Question

sides of a triangle are in the ratio of 12:17:25 and it's perimeter is 540 find its area​

Answer 1

Given:-

$\implies \sf Sides\: of \: triangle\: in \: ratio = 12:17:25 \\ \implies \sf Perimeter = 540$

To find:-

$\implies \sf Area \: of \: triangle$

Solution:-

Let, the common ratio between the sides of the given triangle be x.

So, the sides of triangle will be

12x , 17x , and 25x.

Perimeter of triangle = 540cm.

$\implies \sf 12x + 17x + 25x = 540cm \\ \\ \implies \sf 54x = 540cm \\ \\ \implies \sf x = \dfrac{540}{54} \\ \\ \implies \sf x = 10cm$

From, here we got x so now putting the value in we will get the sides of triangle .

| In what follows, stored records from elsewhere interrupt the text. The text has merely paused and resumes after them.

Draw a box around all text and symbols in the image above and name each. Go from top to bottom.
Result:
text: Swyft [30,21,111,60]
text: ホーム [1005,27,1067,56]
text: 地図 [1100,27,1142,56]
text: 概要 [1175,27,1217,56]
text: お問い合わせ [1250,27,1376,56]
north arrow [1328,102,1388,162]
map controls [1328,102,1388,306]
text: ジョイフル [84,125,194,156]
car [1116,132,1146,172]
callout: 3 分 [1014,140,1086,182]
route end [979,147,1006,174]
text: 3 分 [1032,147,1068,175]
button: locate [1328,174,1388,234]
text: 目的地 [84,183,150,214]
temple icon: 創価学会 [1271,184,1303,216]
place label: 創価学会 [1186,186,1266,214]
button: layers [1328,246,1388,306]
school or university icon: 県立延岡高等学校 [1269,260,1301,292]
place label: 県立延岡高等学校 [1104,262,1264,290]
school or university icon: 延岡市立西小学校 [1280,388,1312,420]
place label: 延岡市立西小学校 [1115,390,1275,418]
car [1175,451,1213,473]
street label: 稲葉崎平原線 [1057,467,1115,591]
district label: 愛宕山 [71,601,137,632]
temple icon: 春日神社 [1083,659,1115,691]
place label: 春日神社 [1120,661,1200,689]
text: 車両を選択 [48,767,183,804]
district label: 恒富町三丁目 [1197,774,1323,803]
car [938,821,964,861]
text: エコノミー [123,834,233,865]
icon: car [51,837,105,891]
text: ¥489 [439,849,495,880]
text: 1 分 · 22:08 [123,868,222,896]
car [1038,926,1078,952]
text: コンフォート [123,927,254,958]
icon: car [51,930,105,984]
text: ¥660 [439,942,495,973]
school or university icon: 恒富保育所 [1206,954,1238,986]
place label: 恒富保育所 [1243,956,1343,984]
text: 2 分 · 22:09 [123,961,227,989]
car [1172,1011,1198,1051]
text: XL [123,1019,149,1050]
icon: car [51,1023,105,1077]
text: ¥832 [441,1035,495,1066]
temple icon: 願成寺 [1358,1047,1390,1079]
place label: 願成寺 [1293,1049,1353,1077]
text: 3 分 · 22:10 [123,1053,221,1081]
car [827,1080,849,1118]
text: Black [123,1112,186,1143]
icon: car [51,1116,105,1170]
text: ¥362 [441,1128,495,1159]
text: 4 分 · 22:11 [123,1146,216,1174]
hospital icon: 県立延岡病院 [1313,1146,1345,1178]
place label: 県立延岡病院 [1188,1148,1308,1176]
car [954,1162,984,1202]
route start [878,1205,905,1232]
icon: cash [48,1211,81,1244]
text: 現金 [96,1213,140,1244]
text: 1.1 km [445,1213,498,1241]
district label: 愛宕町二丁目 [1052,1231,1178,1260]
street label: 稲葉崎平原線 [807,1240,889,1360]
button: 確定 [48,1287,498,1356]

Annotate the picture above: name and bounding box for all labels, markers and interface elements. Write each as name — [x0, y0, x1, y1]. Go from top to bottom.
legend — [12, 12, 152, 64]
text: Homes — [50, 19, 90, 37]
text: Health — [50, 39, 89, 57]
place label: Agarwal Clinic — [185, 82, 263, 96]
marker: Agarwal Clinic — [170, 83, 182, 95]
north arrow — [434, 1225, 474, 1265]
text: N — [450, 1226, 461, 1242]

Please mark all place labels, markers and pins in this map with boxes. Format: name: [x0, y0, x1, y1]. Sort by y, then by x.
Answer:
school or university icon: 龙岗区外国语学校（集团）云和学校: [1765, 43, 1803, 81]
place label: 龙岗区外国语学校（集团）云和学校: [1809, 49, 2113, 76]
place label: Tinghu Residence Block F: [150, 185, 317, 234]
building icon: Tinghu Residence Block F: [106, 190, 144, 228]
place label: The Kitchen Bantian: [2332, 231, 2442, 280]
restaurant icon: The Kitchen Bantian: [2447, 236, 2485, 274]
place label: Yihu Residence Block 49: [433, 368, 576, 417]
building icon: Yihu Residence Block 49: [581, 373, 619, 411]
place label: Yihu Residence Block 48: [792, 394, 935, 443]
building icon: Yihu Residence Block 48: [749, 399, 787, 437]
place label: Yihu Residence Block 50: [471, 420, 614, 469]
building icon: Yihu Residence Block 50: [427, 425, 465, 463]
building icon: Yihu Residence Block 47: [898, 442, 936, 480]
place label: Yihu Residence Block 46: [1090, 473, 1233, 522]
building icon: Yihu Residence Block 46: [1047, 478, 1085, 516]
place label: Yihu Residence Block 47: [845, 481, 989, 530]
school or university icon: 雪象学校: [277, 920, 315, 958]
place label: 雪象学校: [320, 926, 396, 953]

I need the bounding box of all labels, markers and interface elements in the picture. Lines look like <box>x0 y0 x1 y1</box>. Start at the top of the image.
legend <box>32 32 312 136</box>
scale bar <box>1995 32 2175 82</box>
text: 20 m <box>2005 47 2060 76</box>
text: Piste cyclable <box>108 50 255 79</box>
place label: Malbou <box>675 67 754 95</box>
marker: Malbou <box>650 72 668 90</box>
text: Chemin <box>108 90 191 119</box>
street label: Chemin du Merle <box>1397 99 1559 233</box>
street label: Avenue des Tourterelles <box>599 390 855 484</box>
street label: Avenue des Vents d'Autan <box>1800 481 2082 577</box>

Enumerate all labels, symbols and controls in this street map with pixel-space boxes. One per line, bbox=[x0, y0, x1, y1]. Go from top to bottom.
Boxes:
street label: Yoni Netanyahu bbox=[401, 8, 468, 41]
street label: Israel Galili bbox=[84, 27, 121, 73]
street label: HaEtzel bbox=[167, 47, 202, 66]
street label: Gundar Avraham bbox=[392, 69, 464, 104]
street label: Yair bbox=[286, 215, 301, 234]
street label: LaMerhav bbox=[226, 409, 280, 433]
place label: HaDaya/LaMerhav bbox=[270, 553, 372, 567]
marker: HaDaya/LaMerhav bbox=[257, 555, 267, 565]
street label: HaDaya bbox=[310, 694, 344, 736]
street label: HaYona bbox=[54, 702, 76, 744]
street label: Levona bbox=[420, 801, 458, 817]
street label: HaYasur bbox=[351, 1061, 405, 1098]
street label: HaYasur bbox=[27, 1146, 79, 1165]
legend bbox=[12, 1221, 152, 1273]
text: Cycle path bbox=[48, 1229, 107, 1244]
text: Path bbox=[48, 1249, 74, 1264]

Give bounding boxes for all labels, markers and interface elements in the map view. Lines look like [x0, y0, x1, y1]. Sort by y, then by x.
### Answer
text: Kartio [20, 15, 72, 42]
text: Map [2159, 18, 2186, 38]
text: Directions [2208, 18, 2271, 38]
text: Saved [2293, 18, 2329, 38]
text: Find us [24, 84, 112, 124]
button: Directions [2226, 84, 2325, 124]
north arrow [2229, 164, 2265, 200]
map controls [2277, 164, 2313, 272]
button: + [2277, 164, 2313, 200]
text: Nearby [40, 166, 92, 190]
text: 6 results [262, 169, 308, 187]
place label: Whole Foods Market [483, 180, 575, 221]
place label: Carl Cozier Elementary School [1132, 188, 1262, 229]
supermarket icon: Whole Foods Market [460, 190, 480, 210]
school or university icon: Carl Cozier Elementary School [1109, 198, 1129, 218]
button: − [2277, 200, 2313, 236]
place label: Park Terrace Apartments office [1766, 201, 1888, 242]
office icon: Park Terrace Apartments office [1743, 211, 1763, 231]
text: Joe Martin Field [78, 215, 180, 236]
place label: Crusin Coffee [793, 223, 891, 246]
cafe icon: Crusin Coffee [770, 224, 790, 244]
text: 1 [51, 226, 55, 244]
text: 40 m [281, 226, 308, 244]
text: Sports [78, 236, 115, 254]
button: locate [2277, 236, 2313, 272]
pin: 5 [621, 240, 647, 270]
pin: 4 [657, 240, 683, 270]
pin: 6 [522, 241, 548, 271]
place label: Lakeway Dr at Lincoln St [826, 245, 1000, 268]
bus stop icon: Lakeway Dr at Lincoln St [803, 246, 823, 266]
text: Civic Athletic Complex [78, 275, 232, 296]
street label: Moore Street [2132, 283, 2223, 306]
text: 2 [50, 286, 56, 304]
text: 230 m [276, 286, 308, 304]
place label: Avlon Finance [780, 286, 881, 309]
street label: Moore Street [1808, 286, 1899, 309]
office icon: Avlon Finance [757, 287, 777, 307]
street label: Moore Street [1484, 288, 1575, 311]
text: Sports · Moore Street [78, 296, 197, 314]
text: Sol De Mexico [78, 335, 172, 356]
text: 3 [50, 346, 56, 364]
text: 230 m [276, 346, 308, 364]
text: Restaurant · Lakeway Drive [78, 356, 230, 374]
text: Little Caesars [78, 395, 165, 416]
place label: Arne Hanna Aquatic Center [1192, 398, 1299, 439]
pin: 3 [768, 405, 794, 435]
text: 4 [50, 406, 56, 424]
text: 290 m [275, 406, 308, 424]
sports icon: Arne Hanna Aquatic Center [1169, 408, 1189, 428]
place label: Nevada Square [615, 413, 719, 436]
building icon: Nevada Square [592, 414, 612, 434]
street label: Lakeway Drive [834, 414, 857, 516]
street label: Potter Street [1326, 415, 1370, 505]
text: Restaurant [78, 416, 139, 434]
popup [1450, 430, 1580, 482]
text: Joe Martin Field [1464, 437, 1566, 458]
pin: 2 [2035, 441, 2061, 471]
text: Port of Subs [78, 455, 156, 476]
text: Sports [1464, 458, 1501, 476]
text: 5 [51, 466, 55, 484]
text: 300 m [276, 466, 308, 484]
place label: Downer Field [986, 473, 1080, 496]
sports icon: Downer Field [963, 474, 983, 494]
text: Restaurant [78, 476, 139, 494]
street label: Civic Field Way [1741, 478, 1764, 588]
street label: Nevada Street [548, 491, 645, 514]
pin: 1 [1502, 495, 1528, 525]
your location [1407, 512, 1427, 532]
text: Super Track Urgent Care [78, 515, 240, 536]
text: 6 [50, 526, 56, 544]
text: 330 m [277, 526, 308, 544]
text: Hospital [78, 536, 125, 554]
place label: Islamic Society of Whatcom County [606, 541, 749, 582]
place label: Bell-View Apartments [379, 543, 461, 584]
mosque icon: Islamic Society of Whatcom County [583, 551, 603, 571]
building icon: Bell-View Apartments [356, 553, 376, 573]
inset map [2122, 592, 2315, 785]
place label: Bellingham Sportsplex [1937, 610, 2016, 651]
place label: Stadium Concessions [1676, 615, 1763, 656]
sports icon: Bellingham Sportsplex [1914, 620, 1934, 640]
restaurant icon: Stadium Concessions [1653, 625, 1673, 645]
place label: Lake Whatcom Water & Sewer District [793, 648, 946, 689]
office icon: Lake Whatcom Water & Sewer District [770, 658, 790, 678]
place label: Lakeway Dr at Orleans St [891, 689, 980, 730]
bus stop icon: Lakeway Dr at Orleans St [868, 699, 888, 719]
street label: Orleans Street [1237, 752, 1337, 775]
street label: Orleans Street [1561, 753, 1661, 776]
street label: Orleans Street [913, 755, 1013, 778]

$\implies \sf 12x = 12(10) = 120cm \\ \implies \sf 17x = 17(10) = 170cm \\ \implies \sf 25x = 25(10) = 250cm$

Now, we know that

$\large {\underline {\boxed {\red {\sf {S = \dfrac{perimeter \: of \: triangle}{2} }}}}}$

Putting the value in above formula we will get.

$\implies \sf S = \dfrac{Perimeter\: of \: triangle}{2} \\ \\ \implies \sf \dfrac{540}{2} \\ \\ \implies \sf = 270cm$

By heron's formula we will get area of triangle.

$\implies {\boxed {\sf Area\: of\: triangle = \sqrt{s \: (s - a)\: (s - b) \: (s - c)}}} \\ \\ \implies \sf = \sqrt{270 (270 - 120) \: (270 - 170) \: (270 - 250)} \\ \\ \implies \sf \sqrt{270 \times 150 \times 100 \times 20 \:\:cm^{2}} \\ \\ \implies \sf = 9000cm^{2}$

Therefore,the area of triangle is ${\red {\sf 9000cm^{2}}}$.